| WASHINGTON--On Tuesday, President Bush proposed a revolution in
American nuclear strategy. He did not just promise a missile defense for
the United States. He proposed something far larger. He proposed, to
paraphrase his predecessor, the end of arms control as we know it.
No more will we spend endless years deliberating with Russia to
determine the number, size, configuration, speed and weight of every
warhead, submarine and bomber in the American and Russian nuclear arsenals.

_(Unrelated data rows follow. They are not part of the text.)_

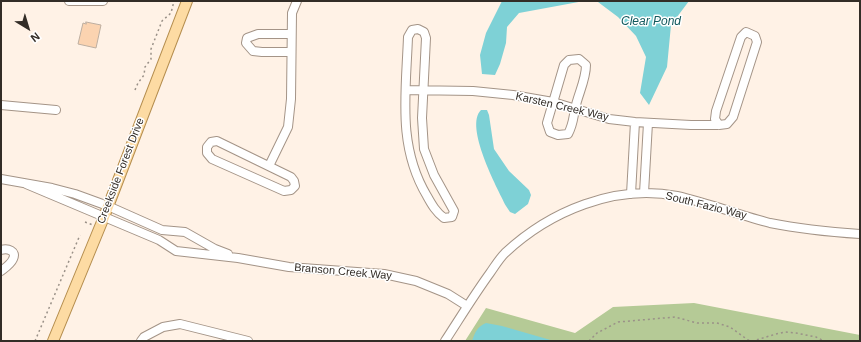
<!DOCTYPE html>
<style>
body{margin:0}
#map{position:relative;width:861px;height:342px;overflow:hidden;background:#fff2e6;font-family:Helvetica,sans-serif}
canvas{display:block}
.frame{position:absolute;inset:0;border:2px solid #332d27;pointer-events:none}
.north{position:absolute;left:8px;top:8px;width:40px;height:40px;-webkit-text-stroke:3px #fff;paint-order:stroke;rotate:142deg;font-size:11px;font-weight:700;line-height:16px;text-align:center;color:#332d27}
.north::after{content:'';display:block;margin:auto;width:14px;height:18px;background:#332d27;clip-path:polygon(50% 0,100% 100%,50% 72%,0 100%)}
</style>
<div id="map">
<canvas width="861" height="342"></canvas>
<div class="frame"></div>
<div class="north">N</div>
</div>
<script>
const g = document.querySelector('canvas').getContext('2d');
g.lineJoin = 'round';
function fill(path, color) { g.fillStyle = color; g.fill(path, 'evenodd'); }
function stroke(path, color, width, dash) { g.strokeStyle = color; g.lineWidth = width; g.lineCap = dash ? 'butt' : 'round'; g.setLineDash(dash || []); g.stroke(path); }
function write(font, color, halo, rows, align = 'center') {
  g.font = font + ' Helvetica,sans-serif'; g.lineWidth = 3; g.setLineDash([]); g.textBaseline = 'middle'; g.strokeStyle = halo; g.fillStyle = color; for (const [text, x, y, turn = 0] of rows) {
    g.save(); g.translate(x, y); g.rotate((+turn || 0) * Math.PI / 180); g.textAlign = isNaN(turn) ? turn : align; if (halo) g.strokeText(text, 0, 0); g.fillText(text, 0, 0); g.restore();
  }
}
fill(new Path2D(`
 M694,303L860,335V341H465L486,308L575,333L613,307Z`), '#b5ca96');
fill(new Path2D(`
 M502,1H689L671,25L667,67L649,105L640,93L646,57L636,36L618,17L598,2L584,1L519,13L507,27L506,43L500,64L495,75L482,74L480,55L486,33Z
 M481,110H487L489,115L494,149L509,171L529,190L531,195L528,204L515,214L510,212L506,206C497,188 464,126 481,110Z
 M486,323L502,326L554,341H472C475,332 477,327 486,323Z`), '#7ed1d6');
const building = new Path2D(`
 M86,22L101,25L96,48L78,44L83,23L86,24Z`);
fill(building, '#fbd3b0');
stroke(building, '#bdaea0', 1);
const minor = new Path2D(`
 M69,1H103
 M418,29L424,32L426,38L422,118L424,149L434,175L454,211L452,217L444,218C436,212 432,205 427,196C397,146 406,93 408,37L412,30Z
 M291,52H262L253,51L246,43L247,38L258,34H291
 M579,59L586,65C586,80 578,94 575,109C573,119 573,125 568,134L558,135L550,132L547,123L564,65L569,60Z
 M406,90L473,91L513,95L553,102L609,119L635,122L691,125H719L727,124L733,117L757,42L755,36L746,32L741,37L716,111L715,119L719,125
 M1,105L56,110
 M217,141L291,177L294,181L295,186L291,190L284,191L212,159L207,153V147L211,142Z
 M269,166L288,127L291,99L292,13L297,1
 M1,179L52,188L75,194L108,206L162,230L185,232L215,249L228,254
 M26,184L159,240L176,251L238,258L289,267L384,274L416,281L448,294L467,306
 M644,193L648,123
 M631,194L635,122
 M1,250C8,248 17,251 13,259C11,264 5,268 1,271
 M141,341L144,337L163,327L180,324L248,341
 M445,341C460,318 474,295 490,273C495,266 499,259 505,253C550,211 615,184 677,196C708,203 739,215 770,223C800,229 830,232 860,234`);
const major = new Path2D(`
 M53,341L104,217L187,1`);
stroke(minor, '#a49487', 10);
stroke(major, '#b58e4f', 12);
stroke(new Path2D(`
 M135,90L138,83L144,75L145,67L151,59V49L162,21L171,13L174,1
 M85,222L93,225
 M35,341L80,235
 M589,341L597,333L618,322L675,317L697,323H717L730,327L748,340L753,341L776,334L785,332L796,333L816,337L824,341`), '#9a9188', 1.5, [2, 3]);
stroke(minor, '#fff', 8);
stroke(major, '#fddba3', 10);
write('11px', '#332d27', '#fff', [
 ["Karsten Creek Way",562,107,13],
 ["Creekside Forest Drive",121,171,-69],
 ["South Fazio Way",706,206,14],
 ["Branson Creek Way",343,272,5]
]);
write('italic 12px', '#11595d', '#fff', [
 ["Clear Pond",651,22]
]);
</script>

No more will we tailor either our offensive or defensive forces to the
needs and requirements of Russia.
The new Bush Doctrine holds that, when it comes to designing our
nuclear forces, we build to suit. We will build defensive missiles to suit
our needs. We will build offensive missiles to suit our needs.
Indeed, we will un-build to suit our needs. The most striking part of
Bush's speech is his pledge to ``move quickly to reduce our nuclear
forces.'' The new administration ``will lead by example.'' It will not wait
for START III or IV or any other piece of parchment that we would,
absurdly, have to beg the Russian Duma to ratify.
Nor does the Bush administration fear an ``arms race.'' If the
Russians react to our new doctrine by wasting billions building nukes that
will only make the rubble bounce, let them.
We have a huge offensive arsenal left over from the Cold War. It is
not generally understood that its massiveness was not designed to deter a
Russian (BEG ITAL)nuclear attack. To deter that, a minimal
deterrent of, say, 1,000 weapons--rather than the 12,000 we once had or
7,000 we have today--would have sufficed. Why the excess? To overawe the
Soviets and deter them from launching a (BEG ITAL)conventional
attack on Europe.
We could not match the Warsaw Pact armies on the ground. So we built a
monstrous nuclear force as a way of saying: Cross the line in Germany with
your tanks and risk massive nuclear retaliation.
This was called extended deterrence. It has no relevance to the world
of today. There is no Soviet Union. There is no Warsaw Pact. There is no
Red Army. There is no line in Germany. Hence, no need for so many offensive
weapons.
Until now, we held on to them as arms control bargaining chips. But
the Bush Doctrine abolishes arms control: If there is to be no more
bargaining, there is no need for chips.
What we need instead are weapons to deal with a threat that did not
exist 30 years ago when we abjured defenses in the Anti-Ballistic Missile
Treaty: the development of nuclear-tipped ICBMs by rogue regimes like Iraq,
North Korea and Iran.
For reasons of delicacy, Bush spoke of the need to ``replace'' rather
than abrogate the treaty, which remains the Linus blanket of an entire
generation of arms controllers. No matter. He made it clear that we will
blithely ignore it.
That is important because we cannot otherwise test and engineer
effective defenses. Arms control advocates have argued: Why destroy the ABM
Treaty for a system that does not work? It was a lovely Catch-22: The
reason it didn't fully work was because of slavish adherence to the ABM
Treaty.
For eight years, the Clinton administration held back and dumbed down
defense technologies to make them ABM Treaty-compliant. They tested rockets
made deliberately too slow, on systems made deliberately immobile, equipped
with sensors blind to information coming from space--because fast, mobile,
space-informed systems are banned by the ABM Treaty. The Bush
administration will now let technologies prove (or disprove) themselves
unhindered by such absurdities.
Sure, to placate the critics, we will be consulting and assuaging and
schmoozing everyone from Tokyo to Moscow. But in the end, we will build a
defense (and slash our offense) to meet the challenge of the missile era.
If others don't like it, too bad.
The Bush Doctrine announces an international posture for America that
might be called soft unilateralism. It is not in-your-face. It is not
defiant. It is deliberate and determined. When President Bush the Elder
made clear in 1990 that the United States was prepared to fight for Kuwait
even if America had to do it alone, the world followed.
Multilateralism follows unilateralism. It did then, it will now.
Everyone knows that we are entering a new era of missile warfare. Everyone
knows that the inevitable next step is to build defenses against it. But
all are afraid to break with the certainties of the past, no matter how
irrelevant that bipolar Cold War past is today.
Yet when we lead, they follow. Within hours of Bush's speech, the
Russian foreign minister issued a conciliatory response, pointing out that
Russia had itself ``outlined a complex program'' for anti-missile defense.